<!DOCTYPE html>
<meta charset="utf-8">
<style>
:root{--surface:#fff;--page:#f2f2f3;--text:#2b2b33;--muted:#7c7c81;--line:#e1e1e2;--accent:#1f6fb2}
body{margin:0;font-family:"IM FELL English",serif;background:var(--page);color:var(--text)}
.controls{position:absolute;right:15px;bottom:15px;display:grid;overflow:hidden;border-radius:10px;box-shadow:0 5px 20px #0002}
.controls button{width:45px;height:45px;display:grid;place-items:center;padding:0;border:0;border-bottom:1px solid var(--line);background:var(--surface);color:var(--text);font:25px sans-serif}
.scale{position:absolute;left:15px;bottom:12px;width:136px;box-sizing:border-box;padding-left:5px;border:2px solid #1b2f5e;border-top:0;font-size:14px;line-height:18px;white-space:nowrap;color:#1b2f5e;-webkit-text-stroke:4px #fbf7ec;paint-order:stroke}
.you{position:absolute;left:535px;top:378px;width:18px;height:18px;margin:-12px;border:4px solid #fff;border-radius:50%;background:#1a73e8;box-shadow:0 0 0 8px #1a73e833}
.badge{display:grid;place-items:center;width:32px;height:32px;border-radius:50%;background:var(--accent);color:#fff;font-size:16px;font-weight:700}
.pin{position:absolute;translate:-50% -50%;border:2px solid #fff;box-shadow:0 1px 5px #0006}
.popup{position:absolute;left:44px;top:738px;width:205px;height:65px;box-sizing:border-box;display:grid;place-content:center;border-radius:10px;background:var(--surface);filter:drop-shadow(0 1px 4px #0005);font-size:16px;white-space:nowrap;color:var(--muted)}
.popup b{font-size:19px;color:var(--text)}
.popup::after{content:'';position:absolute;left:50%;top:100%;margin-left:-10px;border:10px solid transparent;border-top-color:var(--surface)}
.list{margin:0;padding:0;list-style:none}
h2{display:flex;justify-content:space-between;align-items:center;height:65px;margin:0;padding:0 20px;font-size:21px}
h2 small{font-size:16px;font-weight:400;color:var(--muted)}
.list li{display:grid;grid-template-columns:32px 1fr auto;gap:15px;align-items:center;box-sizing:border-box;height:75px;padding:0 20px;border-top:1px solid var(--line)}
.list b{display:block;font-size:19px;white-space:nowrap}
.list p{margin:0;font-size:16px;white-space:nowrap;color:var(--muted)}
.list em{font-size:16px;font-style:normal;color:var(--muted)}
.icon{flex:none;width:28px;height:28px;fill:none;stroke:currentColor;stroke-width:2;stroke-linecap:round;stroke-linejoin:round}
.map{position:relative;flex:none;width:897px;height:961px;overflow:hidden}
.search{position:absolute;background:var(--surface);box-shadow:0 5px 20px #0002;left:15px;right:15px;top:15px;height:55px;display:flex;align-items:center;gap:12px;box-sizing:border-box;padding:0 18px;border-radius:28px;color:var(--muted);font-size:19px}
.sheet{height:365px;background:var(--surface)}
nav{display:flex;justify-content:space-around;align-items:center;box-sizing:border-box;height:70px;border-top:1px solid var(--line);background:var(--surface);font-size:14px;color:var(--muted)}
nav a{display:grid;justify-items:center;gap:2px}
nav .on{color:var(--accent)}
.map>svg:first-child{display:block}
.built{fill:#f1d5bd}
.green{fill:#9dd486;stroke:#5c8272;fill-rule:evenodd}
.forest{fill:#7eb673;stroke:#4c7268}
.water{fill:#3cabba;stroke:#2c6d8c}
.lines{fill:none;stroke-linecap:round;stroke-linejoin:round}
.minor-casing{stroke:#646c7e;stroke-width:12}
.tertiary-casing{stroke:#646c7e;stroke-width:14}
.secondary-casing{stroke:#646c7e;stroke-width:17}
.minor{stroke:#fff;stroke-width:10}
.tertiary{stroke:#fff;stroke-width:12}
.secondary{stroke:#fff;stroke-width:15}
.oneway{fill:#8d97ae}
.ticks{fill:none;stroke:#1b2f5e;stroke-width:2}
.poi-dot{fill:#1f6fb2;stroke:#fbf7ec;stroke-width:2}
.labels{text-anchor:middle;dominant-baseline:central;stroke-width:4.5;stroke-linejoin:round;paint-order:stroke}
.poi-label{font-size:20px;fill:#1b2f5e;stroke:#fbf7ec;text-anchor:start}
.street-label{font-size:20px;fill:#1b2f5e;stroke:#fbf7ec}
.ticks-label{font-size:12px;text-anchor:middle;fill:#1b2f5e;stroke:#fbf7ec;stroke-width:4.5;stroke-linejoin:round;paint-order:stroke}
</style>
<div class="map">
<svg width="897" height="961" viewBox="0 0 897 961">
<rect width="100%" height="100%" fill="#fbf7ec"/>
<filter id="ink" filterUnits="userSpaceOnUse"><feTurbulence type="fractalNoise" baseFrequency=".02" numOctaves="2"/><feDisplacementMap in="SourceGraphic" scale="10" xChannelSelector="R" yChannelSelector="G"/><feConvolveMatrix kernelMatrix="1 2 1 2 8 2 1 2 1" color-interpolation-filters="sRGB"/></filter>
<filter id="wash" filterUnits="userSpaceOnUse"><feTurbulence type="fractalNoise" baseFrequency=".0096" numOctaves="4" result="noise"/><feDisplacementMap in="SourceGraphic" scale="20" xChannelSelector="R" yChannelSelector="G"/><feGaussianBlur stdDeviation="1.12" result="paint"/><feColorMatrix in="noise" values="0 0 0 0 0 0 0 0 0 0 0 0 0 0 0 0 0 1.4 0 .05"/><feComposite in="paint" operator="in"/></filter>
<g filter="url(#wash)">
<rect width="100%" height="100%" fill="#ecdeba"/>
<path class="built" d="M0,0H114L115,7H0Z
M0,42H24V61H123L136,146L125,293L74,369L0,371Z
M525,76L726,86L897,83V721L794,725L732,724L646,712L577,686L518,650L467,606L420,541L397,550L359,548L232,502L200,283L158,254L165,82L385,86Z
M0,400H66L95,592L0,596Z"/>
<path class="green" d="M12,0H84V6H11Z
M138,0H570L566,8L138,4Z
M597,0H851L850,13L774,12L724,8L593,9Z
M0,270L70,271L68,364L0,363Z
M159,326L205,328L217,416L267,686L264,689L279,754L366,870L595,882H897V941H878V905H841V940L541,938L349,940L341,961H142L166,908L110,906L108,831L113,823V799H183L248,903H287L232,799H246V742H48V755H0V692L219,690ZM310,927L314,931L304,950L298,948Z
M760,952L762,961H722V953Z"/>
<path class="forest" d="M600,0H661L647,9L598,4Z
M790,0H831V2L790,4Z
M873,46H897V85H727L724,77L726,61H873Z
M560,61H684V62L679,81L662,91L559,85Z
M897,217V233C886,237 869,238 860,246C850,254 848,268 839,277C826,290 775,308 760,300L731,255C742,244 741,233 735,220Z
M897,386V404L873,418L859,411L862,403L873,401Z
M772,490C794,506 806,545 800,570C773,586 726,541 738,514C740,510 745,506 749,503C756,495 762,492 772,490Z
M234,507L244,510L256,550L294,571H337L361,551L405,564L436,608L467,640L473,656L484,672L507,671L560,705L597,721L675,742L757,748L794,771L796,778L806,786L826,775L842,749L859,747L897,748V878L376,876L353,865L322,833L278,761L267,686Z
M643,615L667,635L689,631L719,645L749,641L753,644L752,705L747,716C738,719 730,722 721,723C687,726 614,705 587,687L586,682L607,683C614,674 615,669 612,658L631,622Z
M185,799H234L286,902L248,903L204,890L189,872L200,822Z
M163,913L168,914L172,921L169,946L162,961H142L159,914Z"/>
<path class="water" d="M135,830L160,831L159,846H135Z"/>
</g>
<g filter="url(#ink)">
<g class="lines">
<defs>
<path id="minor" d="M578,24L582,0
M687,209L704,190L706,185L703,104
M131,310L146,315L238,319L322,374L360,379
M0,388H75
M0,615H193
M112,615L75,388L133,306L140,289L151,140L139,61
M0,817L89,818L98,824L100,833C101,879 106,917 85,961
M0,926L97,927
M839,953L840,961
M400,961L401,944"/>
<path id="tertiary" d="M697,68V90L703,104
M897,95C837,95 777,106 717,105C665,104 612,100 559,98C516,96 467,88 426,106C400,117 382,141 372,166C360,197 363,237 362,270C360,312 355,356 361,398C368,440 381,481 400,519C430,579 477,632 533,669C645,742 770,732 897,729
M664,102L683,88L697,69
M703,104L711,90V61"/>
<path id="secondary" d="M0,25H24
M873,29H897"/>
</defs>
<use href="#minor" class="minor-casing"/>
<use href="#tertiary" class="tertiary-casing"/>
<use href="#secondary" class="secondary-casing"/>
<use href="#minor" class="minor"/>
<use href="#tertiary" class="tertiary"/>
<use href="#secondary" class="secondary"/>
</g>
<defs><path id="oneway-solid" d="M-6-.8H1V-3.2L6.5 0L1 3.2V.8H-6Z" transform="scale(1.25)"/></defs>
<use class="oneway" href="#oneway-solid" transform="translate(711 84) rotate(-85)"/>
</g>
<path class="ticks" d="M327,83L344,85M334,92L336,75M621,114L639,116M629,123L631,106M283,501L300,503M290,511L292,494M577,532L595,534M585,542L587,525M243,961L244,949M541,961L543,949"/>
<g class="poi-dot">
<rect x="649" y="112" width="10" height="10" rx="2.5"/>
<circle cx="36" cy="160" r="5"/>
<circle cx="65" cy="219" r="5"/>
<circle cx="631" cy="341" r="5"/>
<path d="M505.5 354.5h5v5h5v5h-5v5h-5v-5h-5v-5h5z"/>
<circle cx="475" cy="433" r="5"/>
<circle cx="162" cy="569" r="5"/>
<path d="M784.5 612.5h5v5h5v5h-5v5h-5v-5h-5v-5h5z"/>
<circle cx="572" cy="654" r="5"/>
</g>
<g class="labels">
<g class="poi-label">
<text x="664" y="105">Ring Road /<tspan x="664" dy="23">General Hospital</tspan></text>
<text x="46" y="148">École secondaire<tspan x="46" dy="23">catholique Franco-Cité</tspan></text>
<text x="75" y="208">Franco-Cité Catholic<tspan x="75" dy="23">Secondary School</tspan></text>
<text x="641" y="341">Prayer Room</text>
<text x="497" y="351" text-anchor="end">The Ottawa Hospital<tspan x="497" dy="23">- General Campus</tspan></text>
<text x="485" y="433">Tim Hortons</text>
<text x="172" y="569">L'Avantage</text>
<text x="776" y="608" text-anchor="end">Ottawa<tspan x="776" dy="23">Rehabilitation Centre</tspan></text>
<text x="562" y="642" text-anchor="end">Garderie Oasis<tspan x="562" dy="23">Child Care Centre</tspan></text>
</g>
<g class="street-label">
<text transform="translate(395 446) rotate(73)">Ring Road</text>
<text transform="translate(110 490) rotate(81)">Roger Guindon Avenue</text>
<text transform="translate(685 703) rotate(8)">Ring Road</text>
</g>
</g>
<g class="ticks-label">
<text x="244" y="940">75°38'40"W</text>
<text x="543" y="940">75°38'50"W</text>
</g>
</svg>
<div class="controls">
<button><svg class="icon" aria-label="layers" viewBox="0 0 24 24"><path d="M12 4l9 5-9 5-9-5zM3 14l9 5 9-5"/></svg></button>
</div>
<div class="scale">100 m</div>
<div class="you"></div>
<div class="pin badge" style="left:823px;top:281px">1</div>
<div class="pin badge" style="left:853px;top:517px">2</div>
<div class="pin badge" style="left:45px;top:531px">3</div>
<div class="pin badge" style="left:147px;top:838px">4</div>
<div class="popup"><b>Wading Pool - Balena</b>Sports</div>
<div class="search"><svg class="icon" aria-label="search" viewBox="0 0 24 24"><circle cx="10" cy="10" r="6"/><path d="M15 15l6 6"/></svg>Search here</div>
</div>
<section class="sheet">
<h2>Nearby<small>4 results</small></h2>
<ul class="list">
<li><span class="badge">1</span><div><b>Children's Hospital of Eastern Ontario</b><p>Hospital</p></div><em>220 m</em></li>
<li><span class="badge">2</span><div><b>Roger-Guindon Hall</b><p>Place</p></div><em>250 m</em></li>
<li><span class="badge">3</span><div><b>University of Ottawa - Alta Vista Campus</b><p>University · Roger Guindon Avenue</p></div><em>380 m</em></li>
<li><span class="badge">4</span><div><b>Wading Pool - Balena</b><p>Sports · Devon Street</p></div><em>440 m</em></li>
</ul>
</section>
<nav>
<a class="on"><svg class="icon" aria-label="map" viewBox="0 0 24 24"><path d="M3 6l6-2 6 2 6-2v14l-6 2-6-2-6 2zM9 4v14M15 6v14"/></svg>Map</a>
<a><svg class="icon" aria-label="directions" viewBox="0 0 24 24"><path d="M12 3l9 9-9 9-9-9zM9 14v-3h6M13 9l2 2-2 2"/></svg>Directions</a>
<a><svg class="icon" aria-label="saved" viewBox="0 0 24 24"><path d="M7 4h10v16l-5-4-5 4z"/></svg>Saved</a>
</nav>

□ □ □

Tally up the lines holding the string "casing" in this listing, and report the total alone.

6